In combinatorial number theory, the Erdős–Graham problem is the problem of proving that, if the set $\{2,3,4,\dots\}$ of integers greater than one is partitioned into finitely many subsets, then one of the subsets can be used to form an Egyptian fraction representation of unity. That is, for every $r > 0$, and every $r$-coloring of the integers greater than one, there is a finite monochromatic subset $S$ of these integers such that.

$\sum_{n\in S}\frac{1}{n} = 1.$

In more detail, Paul Erdős and Ronald Graham conjectured that, for sufficiently large $r$, the largest member of $S$ could be bounded by $b^r$ for some constant $b$ independent of $r$. It was known that, for this to be true, $b$ must be at least Euler's constant $e$.

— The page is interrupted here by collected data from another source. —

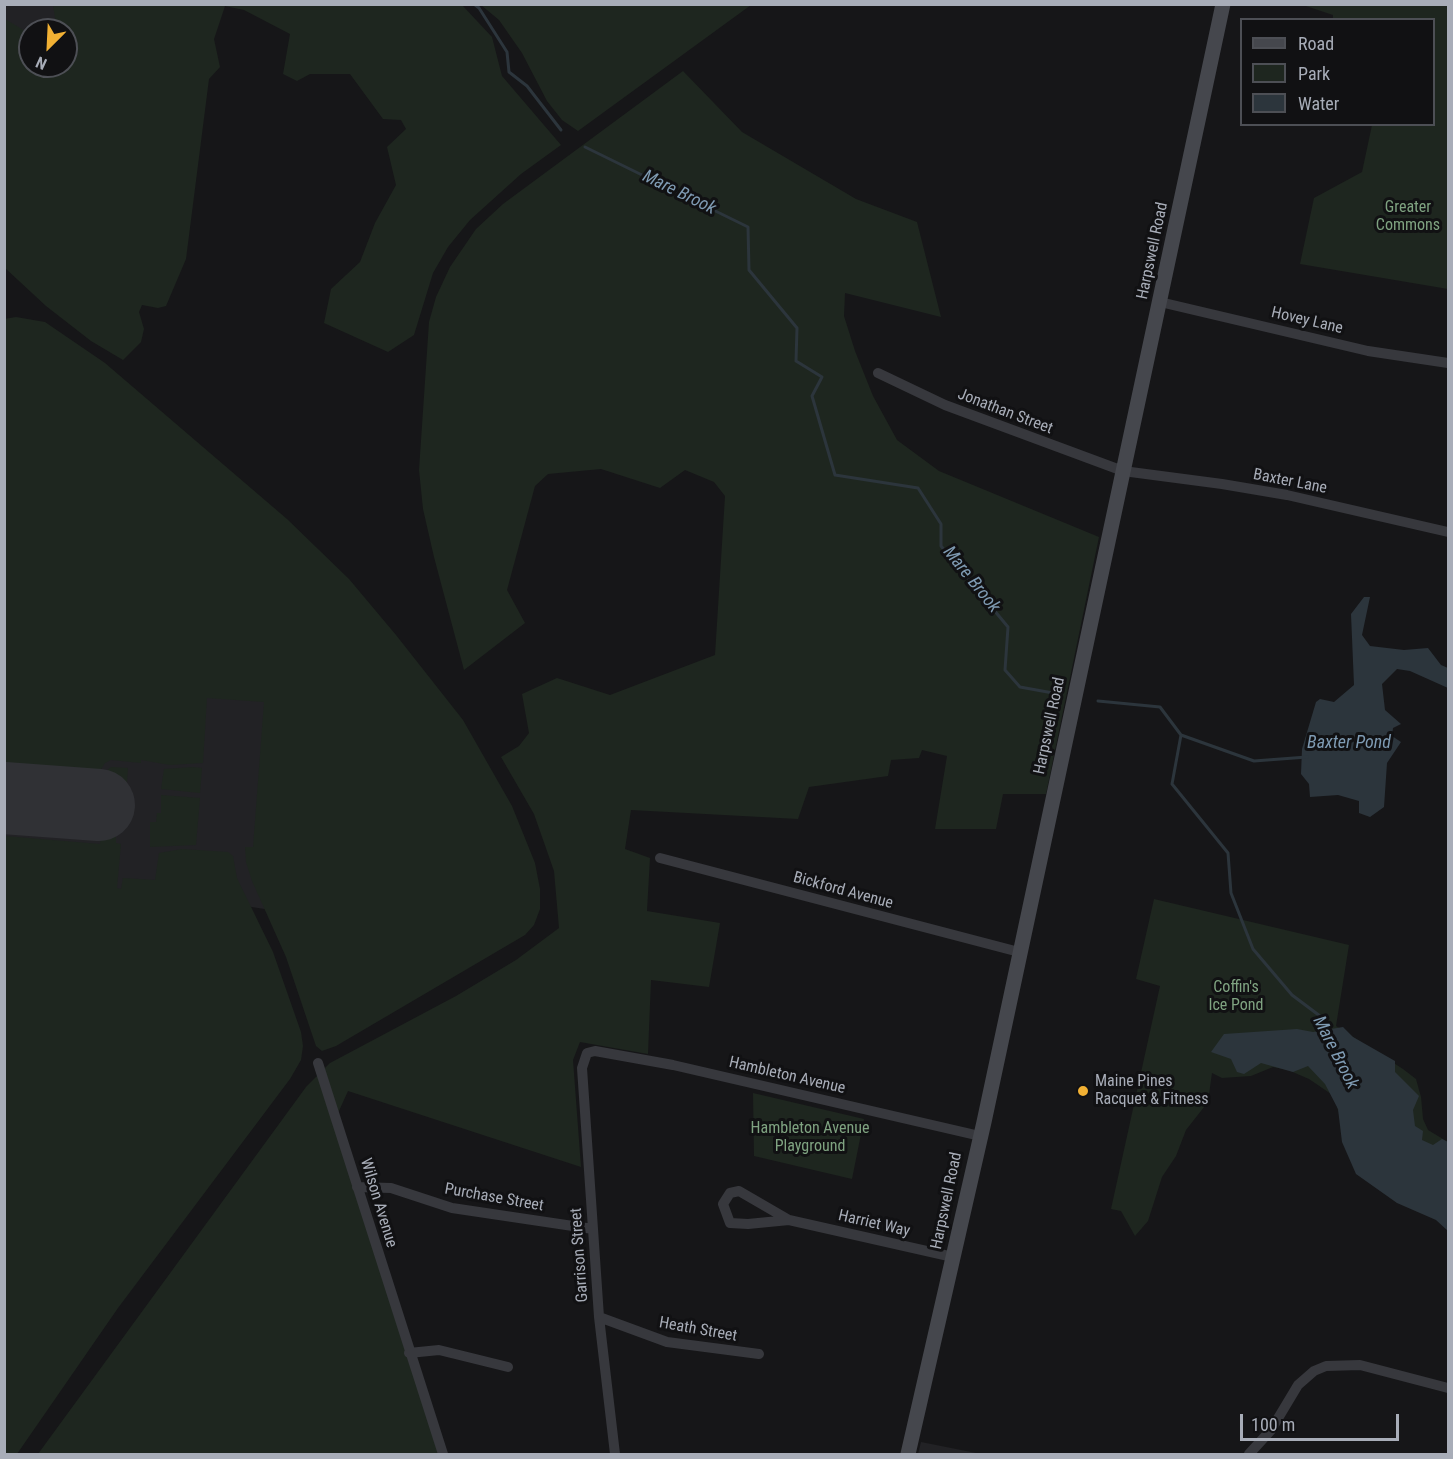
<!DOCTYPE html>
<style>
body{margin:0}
#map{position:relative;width:1453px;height:1459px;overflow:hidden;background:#161618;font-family:"Roboto Condensed",sans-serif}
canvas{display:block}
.frame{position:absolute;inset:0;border:6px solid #a8adb8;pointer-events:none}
.legend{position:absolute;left:1240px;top:18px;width:195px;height:108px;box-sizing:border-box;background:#111113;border:2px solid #4d4f55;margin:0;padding:8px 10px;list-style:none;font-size:18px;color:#a8adb8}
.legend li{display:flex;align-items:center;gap:12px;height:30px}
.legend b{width:30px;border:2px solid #4d4f55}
.north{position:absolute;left:18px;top:18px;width:60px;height:60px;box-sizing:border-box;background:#111113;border:2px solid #4d4f55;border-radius:50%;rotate:204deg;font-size:16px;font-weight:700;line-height:24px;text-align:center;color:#a8adb8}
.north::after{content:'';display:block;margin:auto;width:21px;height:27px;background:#f2b134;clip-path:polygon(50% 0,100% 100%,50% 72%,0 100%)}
.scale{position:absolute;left:1240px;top:1414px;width:159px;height:27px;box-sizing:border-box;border:3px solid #a8adb8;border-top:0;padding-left:8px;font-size:18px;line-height:21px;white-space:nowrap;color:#a8adb8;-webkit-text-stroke:4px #111113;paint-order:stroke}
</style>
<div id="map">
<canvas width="1453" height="1459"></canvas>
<div class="frame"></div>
<ul class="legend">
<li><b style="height:8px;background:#45474d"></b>Road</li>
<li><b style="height:16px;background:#1e261f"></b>Park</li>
<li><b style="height:16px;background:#2c353c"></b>Water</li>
</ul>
<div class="north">N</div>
<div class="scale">100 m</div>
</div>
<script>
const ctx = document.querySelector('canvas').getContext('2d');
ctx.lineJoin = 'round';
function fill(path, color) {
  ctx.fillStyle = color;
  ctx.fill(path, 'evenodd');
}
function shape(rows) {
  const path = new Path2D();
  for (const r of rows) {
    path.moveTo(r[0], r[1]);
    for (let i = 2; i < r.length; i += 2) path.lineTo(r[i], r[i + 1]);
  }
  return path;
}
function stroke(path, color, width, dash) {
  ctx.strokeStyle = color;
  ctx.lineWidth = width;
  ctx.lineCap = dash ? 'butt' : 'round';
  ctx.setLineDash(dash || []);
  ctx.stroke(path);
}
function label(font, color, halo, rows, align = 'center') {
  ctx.font = font + ' "Roboto Condensed",sans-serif';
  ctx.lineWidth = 6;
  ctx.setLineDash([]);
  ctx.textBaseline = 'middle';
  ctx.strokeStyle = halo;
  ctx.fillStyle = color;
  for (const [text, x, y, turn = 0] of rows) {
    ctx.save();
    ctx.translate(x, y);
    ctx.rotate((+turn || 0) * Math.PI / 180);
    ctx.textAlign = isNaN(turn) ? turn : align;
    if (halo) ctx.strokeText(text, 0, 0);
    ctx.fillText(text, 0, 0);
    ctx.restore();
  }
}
fill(shape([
 [5,5,84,5,66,30,30,30,30,66,5,232],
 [4,680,285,699,271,910,239,905,5,886],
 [921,1442,981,1454,918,1454]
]), '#222225');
fill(shape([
 [53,5,462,5,492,37,502,76,561,145,521,174,470,220,448,247,433,273,414,335,388,352,324,323,331,289,360,262,375,223,396,185,387,147,406,129,401,120,383,119,350,74,310,74,297,81,283,74,290,34,244,10,225,6,214,39,220,67,209,79,186,259,166,306,158,308,142,305,139,312,144,329,141,342,123,360,91,341,46,306,5,268,5,19,30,34,30,66,66,66,66,30,57,30],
 [481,5,751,5,578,131,562,120,547,101,522,53,499,20],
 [1303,5,1448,5,1448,289,1300,264,1314,198,1362,172,1372,125,1434,124,1434,20,1333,19,1333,15],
 [683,71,742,132,856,199,917,222,941,317,845,293,844,316,855,351,873,396,897,440,939,471,1099,537,1046,794,1003,794,996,829,935,829,947,756,922,750,919,758,891,760,888,776,809,787,798,819,631,810,625,849,650,858,647,911,720,923,709,987,651,980,648,1054,580,1042,573,1060,581,1167,348,1091,333,1124,442,1454,38,1454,306,1087,330,1063,456,996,516,960,559,928,554,871,534,814,501,757,519,746,529,733,522,694,557,678,610,695,715,655,725,496,714,482,685,470,660,488,601,469,548,474,535,486,507,590,525,623,464,670,434,557,423,509,419,470,429,322,436,297,450,267,476,229,503,204],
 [16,317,45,322,105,363,287,519,349,579,396,635,463,720,512,806,535,863,540,889,540,909,534,925,525,935,336,1046,322,1051,316,1046,286,957,252,881,246,862,245,847,253,847,264,702,207,698,203,763,170,765,141,760,141,763,111,760,105,763,100,771,5,764,4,319],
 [111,767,128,768,126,796,120,790,112,789,107,792,105,804,110,809,118,810,117,832,101,831,105,772],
 [193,767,202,768,200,793,161,789,164,769],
 [161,795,200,798,196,845,150,847,150,822,156,822,157,813,161,813],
 [5,836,100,844,101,836,116,837,116,843,121,844,117,888,121,889,123,878,155,880,159,853,182,849,228,852,233,856,237,878,273,952,301,1032,303,1046,301,1060,290,1079,118,1308,17,1454,4,1454],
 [1154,899,1349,945,1336,1026,1403,1069,1416,1079,1421,1097,1423,1119,1428,1130,1448,1142,1448,1223,1341,1121,1334,1096,1309,1079,1288,1070,1273,1067,1251,1076,1222,1078,1212,1073,1208,1102,1186,1130,1176,1156,1162,1177,1148,1221,1135,1236,1121,1211,1111,1209,1160,986,1136,979],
 [753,1093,864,1119,852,1179,754,1156]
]), '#1e261f');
fill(shape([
 [1364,597,1370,597,1362,635,1370,646,1404,650,1428,648,1441,665,1448,668,1448,688,1410,671,1397,669,1382,684,1385,710,1401,724,1393,728,1392,736,1401,742,1387,763,1384,807,1370,817,1359,813,1359,801,1338,795,1310,797,1309,784,1301,774,1302,749,1316,702,1320,699,1334,702,1354,685,1351,614],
 [1343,1027,1353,1037,1395,1061,1395,1072,1419,1096,1413,1110,1415,1126,1423,1131,1422,1140,1433,1145,1442,1139,1448,1142,1448,1231,1436,1220,1397,1203,1356,1174,1342,1142,1338,1109,1325,1084,1308,1066,1293,1072,1261,1063,1244,1074,1237,1072,1231,1059,1211,1052,1224,1034,1297,1029,1313,1032]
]), '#2c353c');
stroke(shape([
 [474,4,479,8,507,52,509,72,527,86,561,130],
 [585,147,748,227,749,270,797,328,796,361,822,377,812,396,835,475,918,488,941,524,941,546,1008,627,1005,670,1020,687,1053,693],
 [1098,701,1160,707,1181,735,1172,784,1228,853,1231,893,1253,949,1292,995,1320,1016,1326,1033],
 [1181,735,1254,761,1307,757]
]), '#2c353c', 3);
stroke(shape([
 [4,798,99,805]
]), '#303135', 72);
stroke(shape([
 [1160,302,1368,351,1448,363],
 [878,373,945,405,1123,471,1222,484,1287,495,1448,532],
 [660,858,1019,952],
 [318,1063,443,1454],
 [357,1187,391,1188,452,1208,593,1229],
 [789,1220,739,1191,730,1193,723,1204,730,1223,748,1224,789,1220,953,1257],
 [599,1317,667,1342,759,1354],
 [409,1353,439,1350,508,1367],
 [615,1454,599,1317,593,1229,582,1068,587,1053,595,1051,673,1065,980,1136],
 [1249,1454,1271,1430,1298,1385,1314,1371,1326,1366,1360,1365,1448,1388]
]), '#37383d', 10);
stroke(shape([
 [908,1454,984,1122,1223,4]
]), '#45474d', 15);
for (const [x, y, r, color] of [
 [1083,1091,6,"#f2b134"]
]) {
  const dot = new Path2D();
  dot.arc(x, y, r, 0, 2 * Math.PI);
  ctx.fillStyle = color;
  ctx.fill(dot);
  stroke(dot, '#111113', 2);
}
label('16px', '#7fa381', '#111113', [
 ["Greater",1408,208],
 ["Commons",1408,226],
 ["Coffin's",1236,988],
 ["Ice Pond",1236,1006],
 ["Hambleton Avenue",810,1129],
 ["Playground",810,1147]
]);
label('16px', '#a8adb8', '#111113', [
 ["Harpswell Road",1153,251,-78],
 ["Hovey Lane",1307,321,13],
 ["Jonathan Street",1005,412,21],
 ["Baxter Lane",1290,482,11],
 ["Harpswell Road",1050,726,-78],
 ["Bickford Avenue",843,891,15],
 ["Hambleton Avenue",787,1076,13],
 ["Purchase Street",494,1198,10],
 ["Harpswell Road",947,1201,-78],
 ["Wilson Avenue",378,1203,73],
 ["Harriet Way",874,1224,13],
 ["Garrison Street",580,1255,-94],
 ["Heath Street",698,1330,10]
]);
label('16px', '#a8adb8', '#111113', [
 ["Maine Pines",1095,1082],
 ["Racquet & Fitness",1095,1100]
], 'left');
label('italic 18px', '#7f9bb3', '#111113', [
 ["Mare Brook",679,193,26],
 ["Mare Brook",971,580,51],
 ["Baxter Pond",1349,743],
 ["Mare Brook",1335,1053,63]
]);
</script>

Ernie Croot proved the conjecture as part of his Ph.D. thesis, and later (while a post-doctoral researcher at UC Berkeley) published the proof in the Annals of Mathematics. The value Croot gives for $b$ is very large: it is at most $e^{167000}$. Croot's result follows as a corollary of a more general theorem stating the existence of Egyptian fraction representations of unity for sets $C$ of smooth numbers in intervals of the form $[X,X^{1+\delta}]$, where $C$ contains sufficiently many numbers so that the sum of their reciprocals is at least six. The Erdős–Graham conjecture follows from this result by showing that one can find an interval of this form in which the sum of the reciprocals of all smooth numbers is at least $6r$; therefore, if the integers are $r$-colored there must be a monochromatic subset $C$ satisfying the conditions of Croot's theorem.

A stronger form of the result, that any set of integers with positive upper density includes the denominators of an Egyptian fraction representation of one, was announced in 2021 by Thomas Bloom, a postdoctoral researcher at the University of Oxford.